Keywords

1 Data and Policy

Policy-making is a process guided by ethical values, diverse interests and evidence. It is motivated by political convictions, limited by available resources, guided by assumptions and supported by theoretical considerations. It is also bound by reality checks, which are sometimes reassuring, at other times bring unexpected results, but which are in all cases beneficial.

Economists and social scientists have theoretical models that help assess the intended effect of policies. Given policy goals, these models guide the choice of intervention, such as public investment, changes in the reference interest rate or reformulations of market regulations. However, theory has its limits and can clash with reality.

In modern democracies, a comparison of expressed intentions with actual results is increasingly required by citizens, the media, political groups and policy-makers alike, and rightly so. As Milton Friedman, the 1976 Nobel Laureate in Economics, once said, ‘One of the great mistakes is to judge policies and programs by their intentions rather than their results’.

Recent years have seen the rise of a ‘what works’ approach to the policy cycle, in which policy interventions are designed using elements that have worked in the past and are evaluated quantitatively to measure their impact.Footnote 1 This is happening in parallel with a ‘credibility revolution’ in empirical economics, which Angrist and Pischke (2010) describe as the current ‘rise of a design-based approach that emphasizes the identification of causal effects’.

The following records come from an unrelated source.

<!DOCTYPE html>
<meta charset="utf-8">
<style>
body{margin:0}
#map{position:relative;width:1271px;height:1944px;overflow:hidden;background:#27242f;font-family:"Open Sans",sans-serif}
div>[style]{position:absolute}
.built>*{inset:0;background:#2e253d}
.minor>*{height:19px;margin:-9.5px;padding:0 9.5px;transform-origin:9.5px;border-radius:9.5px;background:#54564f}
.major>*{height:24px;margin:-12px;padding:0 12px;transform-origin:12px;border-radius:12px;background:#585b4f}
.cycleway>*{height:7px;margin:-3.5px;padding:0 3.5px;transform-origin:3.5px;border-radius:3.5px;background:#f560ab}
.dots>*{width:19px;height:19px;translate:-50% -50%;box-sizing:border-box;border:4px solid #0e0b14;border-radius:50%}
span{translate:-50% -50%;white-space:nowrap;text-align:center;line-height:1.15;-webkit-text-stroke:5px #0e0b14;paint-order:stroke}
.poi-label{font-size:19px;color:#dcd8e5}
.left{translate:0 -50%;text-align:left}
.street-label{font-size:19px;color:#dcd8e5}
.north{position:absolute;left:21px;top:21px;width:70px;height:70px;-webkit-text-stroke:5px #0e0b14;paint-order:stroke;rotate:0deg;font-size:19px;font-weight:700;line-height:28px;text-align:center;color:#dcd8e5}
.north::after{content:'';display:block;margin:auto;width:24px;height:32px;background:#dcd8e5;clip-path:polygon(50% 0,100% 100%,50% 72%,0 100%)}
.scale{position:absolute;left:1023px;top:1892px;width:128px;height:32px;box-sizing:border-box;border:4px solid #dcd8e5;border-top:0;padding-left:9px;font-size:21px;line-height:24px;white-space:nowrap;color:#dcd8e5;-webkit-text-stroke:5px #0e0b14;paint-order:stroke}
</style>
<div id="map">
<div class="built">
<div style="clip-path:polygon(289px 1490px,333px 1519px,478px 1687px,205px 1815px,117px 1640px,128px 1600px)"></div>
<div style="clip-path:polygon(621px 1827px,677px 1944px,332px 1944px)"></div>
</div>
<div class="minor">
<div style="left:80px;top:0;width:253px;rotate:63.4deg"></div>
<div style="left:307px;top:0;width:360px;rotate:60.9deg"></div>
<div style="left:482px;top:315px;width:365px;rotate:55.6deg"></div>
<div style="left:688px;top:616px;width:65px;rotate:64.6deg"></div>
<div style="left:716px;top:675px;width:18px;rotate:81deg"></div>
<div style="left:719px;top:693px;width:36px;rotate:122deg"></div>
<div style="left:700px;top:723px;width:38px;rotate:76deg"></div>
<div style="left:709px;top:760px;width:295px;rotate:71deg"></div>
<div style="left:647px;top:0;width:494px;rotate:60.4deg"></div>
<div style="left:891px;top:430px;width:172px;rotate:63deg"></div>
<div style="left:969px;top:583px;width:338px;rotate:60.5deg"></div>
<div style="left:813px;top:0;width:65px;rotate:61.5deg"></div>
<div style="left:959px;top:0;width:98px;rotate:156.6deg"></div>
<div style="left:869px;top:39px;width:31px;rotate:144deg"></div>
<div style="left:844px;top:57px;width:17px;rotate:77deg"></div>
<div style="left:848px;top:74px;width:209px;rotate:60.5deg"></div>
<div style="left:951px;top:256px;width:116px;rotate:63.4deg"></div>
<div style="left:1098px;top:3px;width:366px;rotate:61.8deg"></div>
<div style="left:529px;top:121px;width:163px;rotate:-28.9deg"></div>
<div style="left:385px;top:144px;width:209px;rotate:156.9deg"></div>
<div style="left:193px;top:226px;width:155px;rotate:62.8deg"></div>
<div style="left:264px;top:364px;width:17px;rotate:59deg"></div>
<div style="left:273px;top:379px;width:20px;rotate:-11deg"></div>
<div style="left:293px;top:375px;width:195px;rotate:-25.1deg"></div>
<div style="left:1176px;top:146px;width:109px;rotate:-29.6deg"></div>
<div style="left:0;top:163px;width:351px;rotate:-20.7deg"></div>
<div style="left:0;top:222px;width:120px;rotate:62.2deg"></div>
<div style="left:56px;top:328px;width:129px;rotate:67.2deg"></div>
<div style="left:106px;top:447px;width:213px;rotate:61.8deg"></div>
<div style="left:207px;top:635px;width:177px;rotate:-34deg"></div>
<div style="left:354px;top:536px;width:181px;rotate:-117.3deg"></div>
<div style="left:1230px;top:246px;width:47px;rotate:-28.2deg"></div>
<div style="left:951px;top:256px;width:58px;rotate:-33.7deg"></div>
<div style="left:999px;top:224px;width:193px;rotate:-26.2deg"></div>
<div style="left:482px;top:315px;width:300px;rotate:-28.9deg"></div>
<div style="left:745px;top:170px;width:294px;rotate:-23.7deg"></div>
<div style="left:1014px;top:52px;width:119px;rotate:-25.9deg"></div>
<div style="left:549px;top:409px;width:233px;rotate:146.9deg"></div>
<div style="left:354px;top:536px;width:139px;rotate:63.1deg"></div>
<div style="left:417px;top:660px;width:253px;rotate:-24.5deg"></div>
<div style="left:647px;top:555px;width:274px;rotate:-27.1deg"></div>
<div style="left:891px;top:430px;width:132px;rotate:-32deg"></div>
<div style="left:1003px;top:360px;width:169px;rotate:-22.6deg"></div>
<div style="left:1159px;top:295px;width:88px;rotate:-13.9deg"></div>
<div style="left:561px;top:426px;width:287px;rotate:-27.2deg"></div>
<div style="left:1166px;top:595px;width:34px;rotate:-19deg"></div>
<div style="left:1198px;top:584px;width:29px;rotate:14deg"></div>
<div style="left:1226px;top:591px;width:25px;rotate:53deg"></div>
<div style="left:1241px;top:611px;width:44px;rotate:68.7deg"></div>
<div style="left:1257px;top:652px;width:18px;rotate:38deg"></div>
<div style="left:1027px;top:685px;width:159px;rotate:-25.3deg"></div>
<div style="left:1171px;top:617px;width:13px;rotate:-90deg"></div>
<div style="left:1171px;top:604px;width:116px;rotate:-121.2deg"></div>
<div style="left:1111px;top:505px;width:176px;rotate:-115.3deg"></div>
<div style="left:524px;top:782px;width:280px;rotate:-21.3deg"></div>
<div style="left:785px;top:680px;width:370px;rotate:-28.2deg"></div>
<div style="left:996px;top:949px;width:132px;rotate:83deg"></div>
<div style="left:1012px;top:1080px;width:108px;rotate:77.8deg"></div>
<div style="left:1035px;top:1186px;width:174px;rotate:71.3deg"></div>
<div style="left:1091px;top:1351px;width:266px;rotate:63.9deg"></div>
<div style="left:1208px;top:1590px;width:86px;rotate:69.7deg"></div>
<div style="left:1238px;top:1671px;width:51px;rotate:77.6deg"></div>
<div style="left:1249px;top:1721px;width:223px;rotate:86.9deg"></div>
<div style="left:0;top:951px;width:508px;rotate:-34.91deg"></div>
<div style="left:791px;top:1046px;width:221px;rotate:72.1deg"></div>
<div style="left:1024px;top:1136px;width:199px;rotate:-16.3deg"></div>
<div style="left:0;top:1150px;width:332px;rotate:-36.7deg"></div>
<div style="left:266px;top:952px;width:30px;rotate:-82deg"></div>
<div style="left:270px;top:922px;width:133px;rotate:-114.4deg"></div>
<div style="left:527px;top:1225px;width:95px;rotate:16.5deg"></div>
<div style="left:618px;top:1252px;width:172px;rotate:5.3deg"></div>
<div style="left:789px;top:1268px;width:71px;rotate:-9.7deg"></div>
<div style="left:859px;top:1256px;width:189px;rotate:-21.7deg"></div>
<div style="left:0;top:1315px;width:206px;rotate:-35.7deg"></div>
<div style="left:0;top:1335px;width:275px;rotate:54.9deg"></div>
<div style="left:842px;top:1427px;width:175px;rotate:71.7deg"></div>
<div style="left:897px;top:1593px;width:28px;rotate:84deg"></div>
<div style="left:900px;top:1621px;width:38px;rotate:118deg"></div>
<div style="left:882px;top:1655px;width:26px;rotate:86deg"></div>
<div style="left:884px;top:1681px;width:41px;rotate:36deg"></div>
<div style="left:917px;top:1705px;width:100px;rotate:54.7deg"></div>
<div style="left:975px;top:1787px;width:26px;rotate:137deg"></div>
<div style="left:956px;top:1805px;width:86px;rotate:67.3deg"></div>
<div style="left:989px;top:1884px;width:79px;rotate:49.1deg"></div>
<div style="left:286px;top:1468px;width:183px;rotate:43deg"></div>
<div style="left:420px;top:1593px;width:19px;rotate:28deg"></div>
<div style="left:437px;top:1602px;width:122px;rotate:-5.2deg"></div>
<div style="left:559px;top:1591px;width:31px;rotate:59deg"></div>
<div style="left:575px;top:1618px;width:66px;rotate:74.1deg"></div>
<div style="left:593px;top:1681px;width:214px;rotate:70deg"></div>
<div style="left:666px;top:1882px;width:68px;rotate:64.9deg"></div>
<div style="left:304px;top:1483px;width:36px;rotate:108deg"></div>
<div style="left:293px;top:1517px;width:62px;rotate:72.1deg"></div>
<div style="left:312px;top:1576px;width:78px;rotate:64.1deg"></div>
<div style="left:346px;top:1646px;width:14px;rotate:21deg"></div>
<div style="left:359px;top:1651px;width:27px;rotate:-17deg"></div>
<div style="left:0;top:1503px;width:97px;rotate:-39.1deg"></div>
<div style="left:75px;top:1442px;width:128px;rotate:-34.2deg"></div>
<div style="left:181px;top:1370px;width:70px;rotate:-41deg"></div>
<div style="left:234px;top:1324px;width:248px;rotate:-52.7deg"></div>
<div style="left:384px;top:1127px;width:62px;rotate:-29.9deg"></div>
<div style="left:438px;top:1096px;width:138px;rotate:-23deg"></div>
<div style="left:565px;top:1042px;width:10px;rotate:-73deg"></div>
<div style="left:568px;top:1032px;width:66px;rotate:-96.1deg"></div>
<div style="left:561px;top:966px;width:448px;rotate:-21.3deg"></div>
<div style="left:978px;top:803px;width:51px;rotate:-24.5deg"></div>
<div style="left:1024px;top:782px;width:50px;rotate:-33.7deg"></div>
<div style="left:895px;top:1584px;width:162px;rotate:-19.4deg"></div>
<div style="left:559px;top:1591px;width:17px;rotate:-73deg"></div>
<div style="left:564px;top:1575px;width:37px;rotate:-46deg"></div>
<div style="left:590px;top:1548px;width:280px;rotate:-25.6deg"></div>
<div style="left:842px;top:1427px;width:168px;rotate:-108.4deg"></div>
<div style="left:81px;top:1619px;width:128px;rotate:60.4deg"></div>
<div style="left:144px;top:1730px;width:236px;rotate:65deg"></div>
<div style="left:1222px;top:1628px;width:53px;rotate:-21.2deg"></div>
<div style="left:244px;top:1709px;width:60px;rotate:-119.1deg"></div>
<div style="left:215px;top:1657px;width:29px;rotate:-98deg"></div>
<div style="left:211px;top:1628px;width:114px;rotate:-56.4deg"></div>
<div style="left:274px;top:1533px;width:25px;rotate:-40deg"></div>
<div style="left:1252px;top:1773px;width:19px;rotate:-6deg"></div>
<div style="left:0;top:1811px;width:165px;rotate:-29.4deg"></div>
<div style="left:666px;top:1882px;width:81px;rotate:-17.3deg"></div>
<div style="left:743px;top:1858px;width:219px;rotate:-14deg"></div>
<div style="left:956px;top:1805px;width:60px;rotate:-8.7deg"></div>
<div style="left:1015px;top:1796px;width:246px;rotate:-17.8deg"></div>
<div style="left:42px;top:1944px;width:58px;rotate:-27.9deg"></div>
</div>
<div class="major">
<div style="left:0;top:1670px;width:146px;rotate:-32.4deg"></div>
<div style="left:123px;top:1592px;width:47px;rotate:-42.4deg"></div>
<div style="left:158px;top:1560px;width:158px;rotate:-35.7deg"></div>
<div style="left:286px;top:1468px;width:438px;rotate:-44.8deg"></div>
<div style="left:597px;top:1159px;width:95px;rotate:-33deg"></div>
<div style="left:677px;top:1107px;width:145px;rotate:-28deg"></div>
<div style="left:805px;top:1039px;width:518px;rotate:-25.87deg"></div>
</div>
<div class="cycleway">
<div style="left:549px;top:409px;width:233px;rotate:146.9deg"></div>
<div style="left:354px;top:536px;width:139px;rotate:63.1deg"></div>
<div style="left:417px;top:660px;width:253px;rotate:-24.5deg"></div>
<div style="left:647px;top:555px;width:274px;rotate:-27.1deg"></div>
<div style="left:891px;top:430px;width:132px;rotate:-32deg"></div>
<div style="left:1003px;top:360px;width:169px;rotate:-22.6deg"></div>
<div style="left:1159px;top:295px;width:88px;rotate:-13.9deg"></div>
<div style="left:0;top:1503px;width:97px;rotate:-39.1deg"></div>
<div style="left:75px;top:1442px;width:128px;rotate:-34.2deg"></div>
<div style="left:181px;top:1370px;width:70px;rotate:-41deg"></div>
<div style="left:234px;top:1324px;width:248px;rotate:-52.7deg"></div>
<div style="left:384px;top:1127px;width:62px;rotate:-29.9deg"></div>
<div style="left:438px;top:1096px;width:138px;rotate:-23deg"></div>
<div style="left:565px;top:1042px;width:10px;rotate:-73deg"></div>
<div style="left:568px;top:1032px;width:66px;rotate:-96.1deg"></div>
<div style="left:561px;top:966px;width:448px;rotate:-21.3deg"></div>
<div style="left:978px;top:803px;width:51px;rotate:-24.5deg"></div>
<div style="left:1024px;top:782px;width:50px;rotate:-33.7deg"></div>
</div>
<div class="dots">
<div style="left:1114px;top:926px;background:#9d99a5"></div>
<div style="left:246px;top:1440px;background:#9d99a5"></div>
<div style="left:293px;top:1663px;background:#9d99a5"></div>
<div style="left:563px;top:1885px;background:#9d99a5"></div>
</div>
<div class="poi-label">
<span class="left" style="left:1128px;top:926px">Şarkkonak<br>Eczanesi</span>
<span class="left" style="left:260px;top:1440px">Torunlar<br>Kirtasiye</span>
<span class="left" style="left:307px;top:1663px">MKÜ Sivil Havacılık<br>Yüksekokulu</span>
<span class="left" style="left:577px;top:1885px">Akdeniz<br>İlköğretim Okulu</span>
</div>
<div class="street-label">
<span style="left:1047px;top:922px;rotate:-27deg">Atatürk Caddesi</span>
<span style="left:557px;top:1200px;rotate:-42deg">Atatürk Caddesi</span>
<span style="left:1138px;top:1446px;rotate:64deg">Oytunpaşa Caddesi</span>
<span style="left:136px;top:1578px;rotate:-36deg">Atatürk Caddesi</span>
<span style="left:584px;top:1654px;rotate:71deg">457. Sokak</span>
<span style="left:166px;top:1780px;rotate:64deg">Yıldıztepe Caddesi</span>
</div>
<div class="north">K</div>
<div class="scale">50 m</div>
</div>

Public policy can derive benefit from two modern realities: the increasing availability and quality of data and the existence of modern econometric methods that allow for a causal impact evaluation of policies. These two fairly new factors mean that policy-making can and should be increasingly supported by evidence.

The remaining sections of this chapter briefly introduce these two realities: on the one hand, the availability and use of microdata, especially of the administrative type, and, on the other hand, the main modern counterfactual econometric methods available for policy evaluators. A short Glossary completes the chapter.

2 Data Granularity

The granularity of data plays an important role in building evidence for policy. Granularity ranges from ‘micro’, as in microdata, which usually relate to individuals, firms or geographical units, to ‘aggregate’, for state-level data, as in national accounts. Data of different granularities are good for different policy evaluation purposes. Microdata are especially fit for finding evidence of a policy intervention’s effectiveness at the individual level, while aggregate data are useful for studying macroeconomic effects.

As an example, consider a programme of incentives for post-secondary vocational training and its evaluation, during or after its implementation. It is usually assumed that these incentives help to attract young people to technical professions that increase their employability.

One might first think to use the number of youngsters enrolled in such training programmes and examine the aggregate unemployment rate of the cohorts which include people exiting these programmes. This approach would, however, present a number of pitfalls.

Firstly, it would be difficult to know whether a change in enrolment or in youth unemployment was due to general economic conditions or to the programme under analysis. Secondly, one would not be able to directly link employment with the training programme: it might be that the newly employed people were just those who had not attended the training programme. In summary, aggregate employment rates (even when broken down by cohorts) would not provide evidence of a causal link between the programme and the employment rate.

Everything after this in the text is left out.